• Task statement: What are the lines from the top of the entries below through the line containing "function drawText(font, color, halo, rows, align"? Return them exactly, both ends included, without the pictures.

==== Data extracts

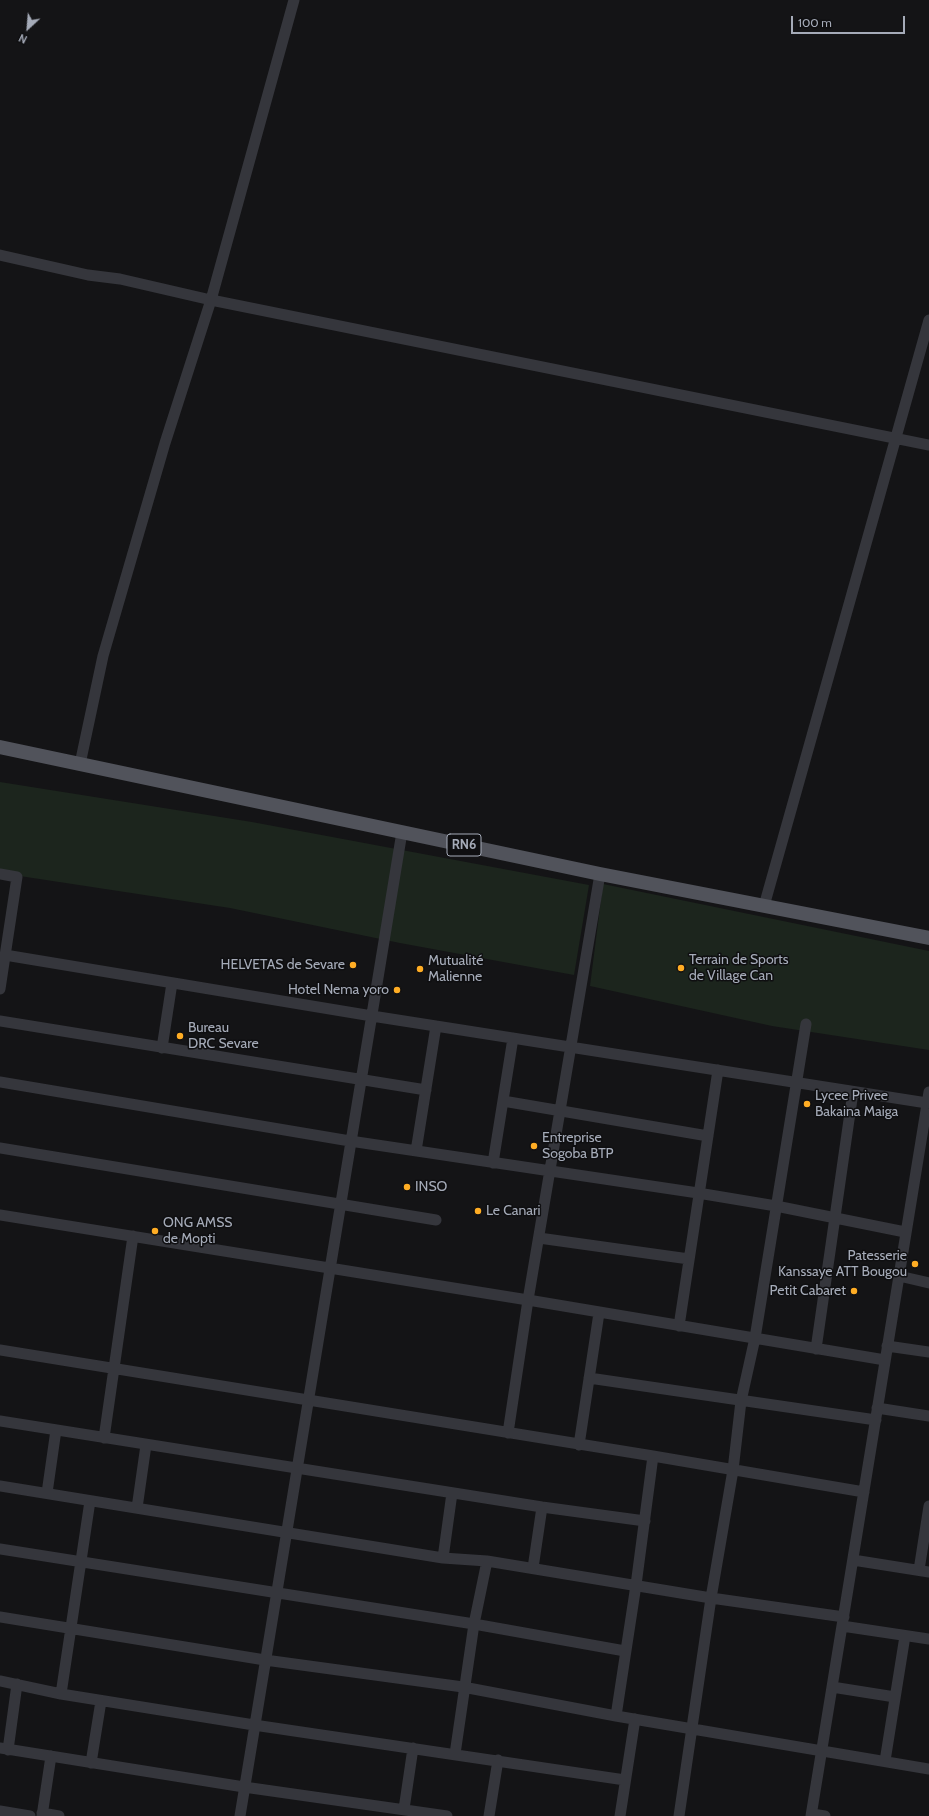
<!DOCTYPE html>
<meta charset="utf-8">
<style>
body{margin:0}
#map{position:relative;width:929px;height:1816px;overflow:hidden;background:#141416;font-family:Cabin,sans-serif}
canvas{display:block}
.north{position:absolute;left:8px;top:8px;width:40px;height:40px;-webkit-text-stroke:3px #0f0f11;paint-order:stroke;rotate:206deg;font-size:11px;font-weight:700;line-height:16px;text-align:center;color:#a5abb8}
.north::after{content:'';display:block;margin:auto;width:14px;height:18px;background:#a5abb8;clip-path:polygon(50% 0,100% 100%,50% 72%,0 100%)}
.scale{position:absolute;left:791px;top:16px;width:114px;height:18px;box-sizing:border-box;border:2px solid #a5abb8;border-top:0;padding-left:5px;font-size:12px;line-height:14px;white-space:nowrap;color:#a5abb8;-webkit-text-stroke:3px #0f0f11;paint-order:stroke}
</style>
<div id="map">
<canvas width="929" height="1816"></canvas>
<div class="north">N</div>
<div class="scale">100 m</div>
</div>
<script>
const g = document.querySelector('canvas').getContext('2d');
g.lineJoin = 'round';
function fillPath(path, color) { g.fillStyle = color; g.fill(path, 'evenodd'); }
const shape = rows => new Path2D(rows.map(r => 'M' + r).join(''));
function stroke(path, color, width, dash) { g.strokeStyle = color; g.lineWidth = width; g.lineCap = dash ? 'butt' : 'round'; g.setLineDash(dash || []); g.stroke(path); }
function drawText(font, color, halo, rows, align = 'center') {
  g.font = font + ' Cabin,sans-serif'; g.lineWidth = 3; g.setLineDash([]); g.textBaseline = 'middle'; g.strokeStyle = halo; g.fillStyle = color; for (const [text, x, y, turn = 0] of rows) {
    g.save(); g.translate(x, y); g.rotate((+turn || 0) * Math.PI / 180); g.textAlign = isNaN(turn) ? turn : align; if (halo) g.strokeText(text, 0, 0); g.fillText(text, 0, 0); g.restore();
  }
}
const green = shape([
 [0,782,252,822,589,885,574,975,400,943,230,908,0,873],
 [603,884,929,951,929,1050,772,1026,590,986]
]);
const minor = shape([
 [0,255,88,275,120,279,211,300,929,445],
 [80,764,103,656,165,443,211,300,294,0],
 [0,874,17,877,0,989],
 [764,906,929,320],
 [5,955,372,1016,927,1103],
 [0,1021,426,1090],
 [162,1048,172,983],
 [0,1082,350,1141,698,1193,776,1206,905,1232],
 [503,1101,708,1136],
 [0,1148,436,1220],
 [416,1151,436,1026],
 [493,1163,513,1038],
 [0,1215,528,1300,885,1360],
 [539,1238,689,1259],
 [899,1276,929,1283],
 [679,1326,718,1070],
 [887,1346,929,1352],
 [816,1349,853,1092],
 [0,1350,653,1456,864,1492],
 [589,1378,876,1420],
 [877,1408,929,1416],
 [0,1421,542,1507,645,1521],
 [508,1433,528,1300,600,874],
 [104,1438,133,1236],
 [579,1445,599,1313],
 [0,1486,443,1558,487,1561,711,1598,844,1617],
 [47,1493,56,1430],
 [137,1508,146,1445],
 [0,1549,474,1624,625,1651],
 [443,1558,452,1493],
 [853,1560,929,1572],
 [533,1568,542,1507],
 [919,1570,929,1506],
 [0,1617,265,1660,463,1687,616,1716,929,1769],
 [842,1626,929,1639],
 [0,1681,61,1694,254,1725,625,1780],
 [832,1687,895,1697],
 [61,1694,90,1501],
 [616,1716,636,1585,653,1456],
 [0,1748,244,1787,447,1816],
 [8,1750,17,1684],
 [455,1754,474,1624,487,1561],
 [885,1761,905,1636],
 [91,1763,101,1701],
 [404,1809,413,1748],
 [0,1811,30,1816],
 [42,1813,59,1816],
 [812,1814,825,1816],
 [42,1816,51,1756],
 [240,1816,402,832],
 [489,1816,498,1760],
 [620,1816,635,1719],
 [679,1816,711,1598,733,1470,741,1401,755,1338,806,1024],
 [811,1816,929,1092]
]);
const major = shape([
 [0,747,600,874,929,938]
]);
const markers = [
 [353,965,4,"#ffad24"],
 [681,968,4,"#ffad24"],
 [420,969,4,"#ffad24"],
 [397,990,4,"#ffad24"],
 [180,1036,4,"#ffad24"],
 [807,1104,4,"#ffad24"],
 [534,1146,4,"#ffad24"],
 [407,1187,4,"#ffad24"],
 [478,1211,4,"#ffad24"],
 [155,1231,4,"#ffad24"],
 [915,1264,4,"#ffad24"],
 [854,1291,4,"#ffad24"]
];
const shields = [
 [464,845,34]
];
const shieldNames = [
 ["RN6",464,845]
];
const poiNames = [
 ["Terrain de Sports",689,960],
 ["de Village Can",689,976],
 ["Mutualité",428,961],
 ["Malienne",428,977],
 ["HELVETAS de Sevare",345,965,"right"],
 ["Hotel Nema yoro",389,990,"right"],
 ["Bureau",188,1028],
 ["DRC Sevare",188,1044],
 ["Lycee Privee",815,1096],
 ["Bakaina Maiga",815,1112],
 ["Entreprise",542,1138],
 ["Sogoba BTP",542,1154],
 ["INSO",415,1187],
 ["Le Canari",486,1211],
 ["ONG AMSS",163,1223],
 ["de Mopti",163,1239],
 ["Patesserie",907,1256,"right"],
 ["Kanssaye ATT Bougou",907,1272,"right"],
 ["Petit Cabaret",846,1291,"right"]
];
fillPath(green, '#1c251d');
stroke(minor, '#35363c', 11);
stroke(major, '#51535b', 14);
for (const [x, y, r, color] of markers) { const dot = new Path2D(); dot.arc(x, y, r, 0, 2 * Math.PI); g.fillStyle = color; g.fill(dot); stroke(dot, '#0f0f11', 1.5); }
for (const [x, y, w] of shields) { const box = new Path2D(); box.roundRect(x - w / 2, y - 11, w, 22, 3); g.fillStyle = '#0f0f11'; g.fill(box); stroke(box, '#a5abb8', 1); }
drawText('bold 13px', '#a5abb8', null, shieldNames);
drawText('14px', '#a5abb8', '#0f0f11', poiNames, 'left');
</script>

========

• Your solution:
<!DOCTYPE html>
<meta charset="utf-8">
<style>
body{margin:0}
#map{position:relative;width:929px;height:1816px;overflow:hidden;background:#141416;font-family:Cabin,sans-serif}
canvas{display:block}
.north{position:absolute;left:8px;top:8px;width:40px;height:40px;-webkit-text-stroke:3px #0f0f11;paint-order:stroke;rotate:206deg;font-size:11px;font-weight:700;line-height:16px;text-align:center;color:#a5abb8}
.north::after{content:'';display:block;margin:auto;width:14px;height:18px;background:#a5abb8;clip-path:polygon(50% 0,100% 100%,50% 72%,0 100%)}
.scale{position:absolute;left:791px;top:16px;width:114px;height:18px;box-sizing:border-box;border:2px solid #a5abb8;border-top:0;padding-left:5px;font-size:12px;line-height:14px;white-space:nowrap;color:#a5abb8;-webkit-text-stroke:3px #0f0f11;paint-order:stroke}
</style>
<div id="map">
<canvas width="929" height="1816"></canvas>
<div class="north">N</div>
<div class="scale">100 m</div>
</div>
<script>
const g = document.querySelector('canvas').getContext('2d');
g.lineJoin = 'round';
function fillPath(path, color) { g.fillStyle = color; g.fill(path, 'evenodd'); }
const shape = rows => new Path2D(rows.map(r => 'M' + r).join(''));
function stroke(path, color, width, dash) { g.strokeStyle = color; g.lineWidth = width; g.lineCap = dash ? 'butt' : 'round'; g.setLineDash(dash || []); g.stroke(path); }
function drawText(font, color, halo, rows, align = 'center') {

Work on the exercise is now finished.